**Your goal:** In the entries below, filter for the word "labels" and copy every matching line.

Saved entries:
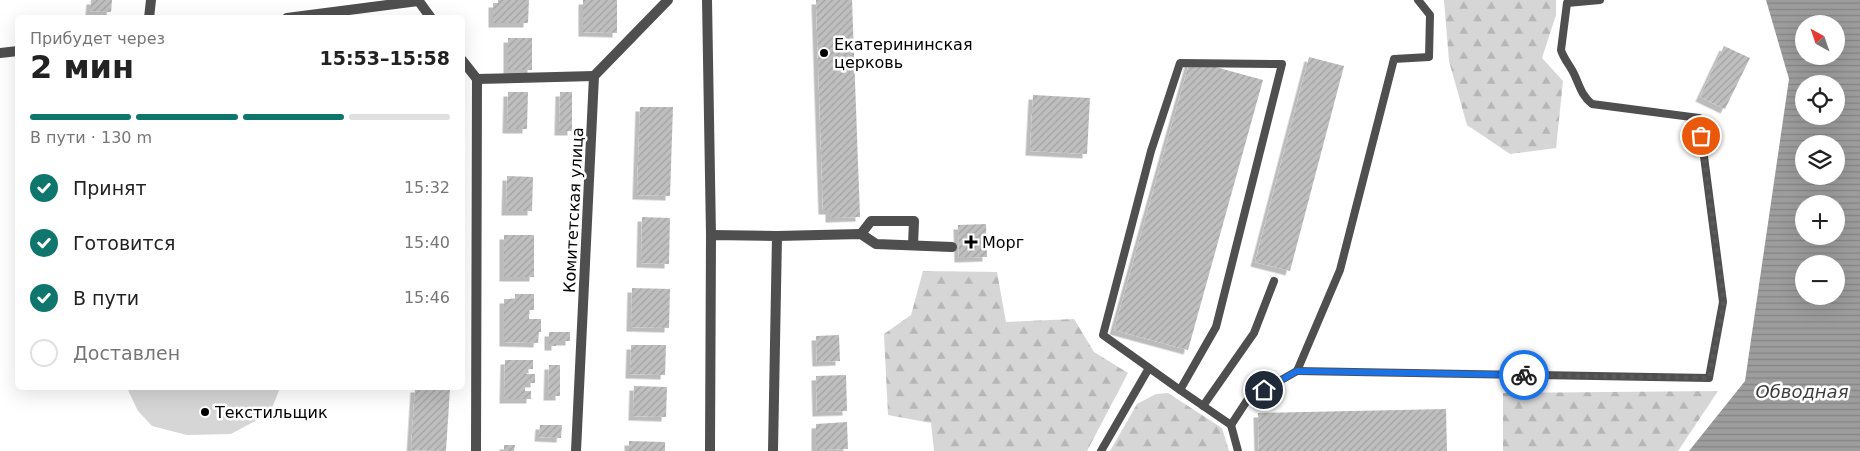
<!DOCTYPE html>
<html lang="ru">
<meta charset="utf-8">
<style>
:root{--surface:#fff;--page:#f2f2f2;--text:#222;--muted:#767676;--line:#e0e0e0;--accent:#0f766e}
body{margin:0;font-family:"DejaVu Sans",sans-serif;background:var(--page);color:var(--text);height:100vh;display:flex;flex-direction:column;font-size:19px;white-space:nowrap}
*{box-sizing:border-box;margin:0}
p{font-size:16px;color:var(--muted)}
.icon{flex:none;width:28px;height:28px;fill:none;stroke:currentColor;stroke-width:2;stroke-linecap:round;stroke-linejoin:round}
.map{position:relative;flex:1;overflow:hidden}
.sheet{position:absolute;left:15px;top:15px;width:450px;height:375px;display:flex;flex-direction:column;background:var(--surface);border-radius:8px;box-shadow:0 5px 20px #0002}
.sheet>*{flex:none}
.needle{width:32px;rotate:320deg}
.fabs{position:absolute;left:1795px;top:15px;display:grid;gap:10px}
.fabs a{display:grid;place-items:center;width:50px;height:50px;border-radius:50%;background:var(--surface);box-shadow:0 5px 20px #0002;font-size:25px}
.pin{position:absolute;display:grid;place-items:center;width:42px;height:42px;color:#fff;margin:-21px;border:2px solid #fff;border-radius:50%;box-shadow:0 1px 5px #0007}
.courier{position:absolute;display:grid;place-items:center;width:50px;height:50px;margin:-25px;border:4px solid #1a73e8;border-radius:50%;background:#fff;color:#222;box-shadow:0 1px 6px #0007}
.head em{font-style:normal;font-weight:700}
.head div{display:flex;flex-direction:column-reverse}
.head{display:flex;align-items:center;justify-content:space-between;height:85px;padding:0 15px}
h1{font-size:32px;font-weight:700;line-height:38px}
.bar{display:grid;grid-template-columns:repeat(4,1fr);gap:8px 5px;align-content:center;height:60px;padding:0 15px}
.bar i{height:6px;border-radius:4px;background:var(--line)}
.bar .active{background:var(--accent)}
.bar p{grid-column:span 4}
ol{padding:0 15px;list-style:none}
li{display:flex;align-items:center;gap:15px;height:55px}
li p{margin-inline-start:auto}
li .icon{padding:5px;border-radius:50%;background:var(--accent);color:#fff;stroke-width:4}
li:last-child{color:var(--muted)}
li i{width:28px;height:28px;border:2px solid var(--line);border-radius:50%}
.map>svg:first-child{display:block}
.forest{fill:url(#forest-firs)}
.garden{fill:#d6d6d6}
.water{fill:url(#water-rules);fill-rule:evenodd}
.building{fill:url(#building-hatch);filter:url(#shadow)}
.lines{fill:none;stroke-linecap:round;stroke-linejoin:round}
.service{stroke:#4f4f4f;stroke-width:8}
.minor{stroke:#4f4f4f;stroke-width:10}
.tertiary{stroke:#4f4f4f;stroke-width:10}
.done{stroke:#595959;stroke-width:5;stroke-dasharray:0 9}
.route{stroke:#1a73e8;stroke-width:6}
.poi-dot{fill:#000;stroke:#fff;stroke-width:2}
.labels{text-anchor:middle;stroke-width:5;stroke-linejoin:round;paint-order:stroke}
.poi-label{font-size:16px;fill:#000;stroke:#fff;text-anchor:start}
.street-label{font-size:16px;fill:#000;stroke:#fff}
.water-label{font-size:18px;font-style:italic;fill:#3e3e3e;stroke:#fff}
</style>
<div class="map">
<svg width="1860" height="451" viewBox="0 0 1860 451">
<defs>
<pattern id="forest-firs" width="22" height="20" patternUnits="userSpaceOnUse" patternTransform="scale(1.25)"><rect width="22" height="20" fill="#d6d6d6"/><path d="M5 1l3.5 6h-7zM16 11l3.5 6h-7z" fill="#b6b6b6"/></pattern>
<pattern id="water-rules" width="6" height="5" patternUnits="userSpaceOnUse" patternTransform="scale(1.25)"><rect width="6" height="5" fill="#9d9d9d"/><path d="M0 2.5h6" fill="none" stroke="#858585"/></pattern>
<pattern id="building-hatch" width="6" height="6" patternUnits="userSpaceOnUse" patternTransform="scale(1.25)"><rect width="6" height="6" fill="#bfbfbf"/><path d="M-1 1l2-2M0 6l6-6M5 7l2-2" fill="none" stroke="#a2a2a2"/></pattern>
<filter id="shadow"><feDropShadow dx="-4.5" dy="4.5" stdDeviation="0" flood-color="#0004"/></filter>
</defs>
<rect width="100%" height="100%" fill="#fff"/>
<g class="forest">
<path d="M1444,0H1556V15L1542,58L1563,81L1556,148L1510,154L1467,125L1449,61Z"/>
<path d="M923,271L997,272L1006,322L1074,319L1094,352L1128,373L1087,451H934L931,423L888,415L884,334L911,315Z"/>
<path d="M1718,391L1678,451H1503V393Z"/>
<path d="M1168,393L1222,428L1229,451H1110L1137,404L1156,394Z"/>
</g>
<path class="garden" d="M127,388H280L270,413L231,434L187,435L152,426L138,411Z"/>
<path class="water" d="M1766,0H1860V451H1689L1745,381L1789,79ZM1804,24H1836V56H1804ZM1804,84H1836V116H1804ZM1804,144H1836V176H1804ZM1804,204H1836V236H1804ZM1804,264H1836V296H1804Z"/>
<g class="building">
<path d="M91,0H112L111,12L90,11Z"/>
<path d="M498,0H529L528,23H493V3H498Z"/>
<path d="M583,0H617V33L583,32Z"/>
<path d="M816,0H852L860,217L830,218V210H823Z"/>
<rect x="508" y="38" width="24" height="32"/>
<path d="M1724,46L1750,58L1725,109L1700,97Z"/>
<path d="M1309,57L1344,66L1290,271L1255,262Z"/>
<path d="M1190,60L1263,80L1188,350L1114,330Z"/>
<path d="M508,92H528L527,129H507Z"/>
<path d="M560,92H572V131H559Z"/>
<path d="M1033,95L1090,98L1087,154L1030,151Z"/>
<path d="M640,107H673L670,196L637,195Z"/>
<path d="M507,176L533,177L532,211H506Z"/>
<path d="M642,217L670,218L669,264L641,263Z"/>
<path d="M986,224L987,257L959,258L958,225Z"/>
<rect x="504" y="235" width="30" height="42"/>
<path d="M632,288L670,289L669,328L631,327Z"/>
<path d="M515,294H534V310H529V319H541V332H539L538,343L504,342V299H515Z"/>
<path d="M549,332H570V341H556V346H549Z"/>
<path d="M839,335L840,361L817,362L816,336Z"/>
<path d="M631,345H666L665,375L630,374Z"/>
<path d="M505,360H533V369H526V374H535V383H525V391H531V399H504Z"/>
<path d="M549,365H560V396H548Z"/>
<path d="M846,375L847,411L817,412L816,376Z"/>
<path d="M634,386L667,387L666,417L633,416Z"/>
<path d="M415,388H450L446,451L411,450Z"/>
<path d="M1446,409L1447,451H1259L1258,413Z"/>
<path d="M847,422L848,449L816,450V424Z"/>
<path d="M540,425H562L561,438L539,437Z"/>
<path d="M629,441L665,442V451H629Z"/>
<path d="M504,445H515L514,451H504Z"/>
</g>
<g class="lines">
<g class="service">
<path d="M1180,63L1282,64L1216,327L1180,390L1103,335L1151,151Z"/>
<path d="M1297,371L1709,378L1723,302L1699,118L1592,104C1582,96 1580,87 1575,76C1571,66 1564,60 1561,50L1567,3L1600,0"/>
<path d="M1180,390L1231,425L1238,451"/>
<path d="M1203,406L1254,333L1274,281"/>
<path d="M1231,425L1248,399L1297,371L1340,270L1394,59L1429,57L1430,15L1418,0"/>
<path d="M1101,451L1149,368"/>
</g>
<g class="minor">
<path d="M418,0L431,18"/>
<path d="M707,0L711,235"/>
<path d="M149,18L151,0"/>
<path d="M287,18L418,1"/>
<path d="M0,53L18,51"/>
<path d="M462,60L477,79L594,76"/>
<path d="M861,234L871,221H914L913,245"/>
<path d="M777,236L861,234L876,244L952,247"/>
<path d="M476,451L477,79"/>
<path d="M710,451L711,235L777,236L773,451"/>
</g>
<path class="tertiary" d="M576,451L594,76L668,0"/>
</g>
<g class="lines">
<path class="done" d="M1524,375L1709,378L1724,302L1701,136"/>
<path class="route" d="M1264,390L1297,371L1524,375"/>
</g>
<g class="poi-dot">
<circle cx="824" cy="53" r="5"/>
<path d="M968.5 234.5h5v5h5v5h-5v5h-5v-5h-5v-5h5z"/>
<circle cx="205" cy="412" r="5"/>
</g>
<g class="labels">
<g class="poi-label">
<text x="834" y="50">Екатерининская<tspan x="834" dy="18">церковь</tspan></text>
<text x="982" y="248">Морг</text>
<text x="215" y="418">Текстильщик</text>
</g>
<g class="street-label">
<text transform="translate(573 210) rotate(-87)" y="6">Комитетская улица</text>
</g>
<g class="water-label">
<text x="1802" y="398">Обводная</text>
</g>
</g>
</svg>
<div class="fabs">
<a><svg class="needle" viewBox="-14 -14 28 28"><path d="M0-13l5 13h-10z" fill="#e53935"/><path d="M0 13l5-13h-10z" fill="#767676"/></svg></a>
<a><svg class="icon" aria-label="locate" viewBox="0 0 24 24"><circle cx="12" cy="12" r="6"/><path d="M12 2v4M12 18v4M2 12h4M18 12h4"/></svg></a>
<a><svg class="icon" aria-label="layers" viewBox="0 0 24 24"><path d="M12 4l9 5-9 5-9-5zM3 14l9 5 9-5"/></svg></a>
<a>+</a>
<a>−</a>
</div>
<div class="pin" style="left:1701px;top:136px;background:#ea580c"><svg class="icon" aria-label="bag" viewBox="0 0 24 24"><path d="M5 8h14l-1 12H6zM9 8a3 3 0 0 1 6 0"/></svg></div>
<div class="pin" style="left:1264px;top:390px;background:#1f2937"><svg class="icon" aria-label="home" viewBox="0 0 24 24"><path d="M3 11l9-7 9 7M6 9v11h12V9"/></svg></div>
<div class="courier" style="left:1524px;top:375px"><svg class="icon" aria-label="bike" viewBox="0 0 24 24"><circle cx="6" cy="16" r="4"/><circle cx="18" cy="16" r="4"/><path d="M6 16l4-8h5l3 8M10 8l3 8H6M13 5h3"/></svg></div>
<section class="sheet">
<div class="head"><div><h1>2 мин</h1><p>Прибудет через</p></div><em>15:53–15:58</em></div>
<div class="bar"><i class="active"></i><i class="active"></i><i class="active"></i><i></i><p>В пути · 130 m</p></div>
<ol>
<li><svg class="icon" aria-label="check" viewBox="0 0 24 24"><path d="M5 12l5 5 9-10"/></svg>Принят<p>15:32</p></li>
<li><svg class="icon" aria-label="check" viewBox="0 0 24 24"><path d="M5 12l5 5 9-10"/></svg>Готовится<p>15:40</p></li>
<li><svg class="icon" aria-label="check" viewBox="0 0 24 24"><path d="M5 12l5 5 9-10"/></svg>В пути<p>15:46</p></li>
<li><i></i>Доставлен</li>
</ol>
</section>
</div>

**Answer to this problem:**
.labels{text-anchor:middle;stroke-width:5;stroke-linejoin:round;paint-order:stroke}
<g class="labels">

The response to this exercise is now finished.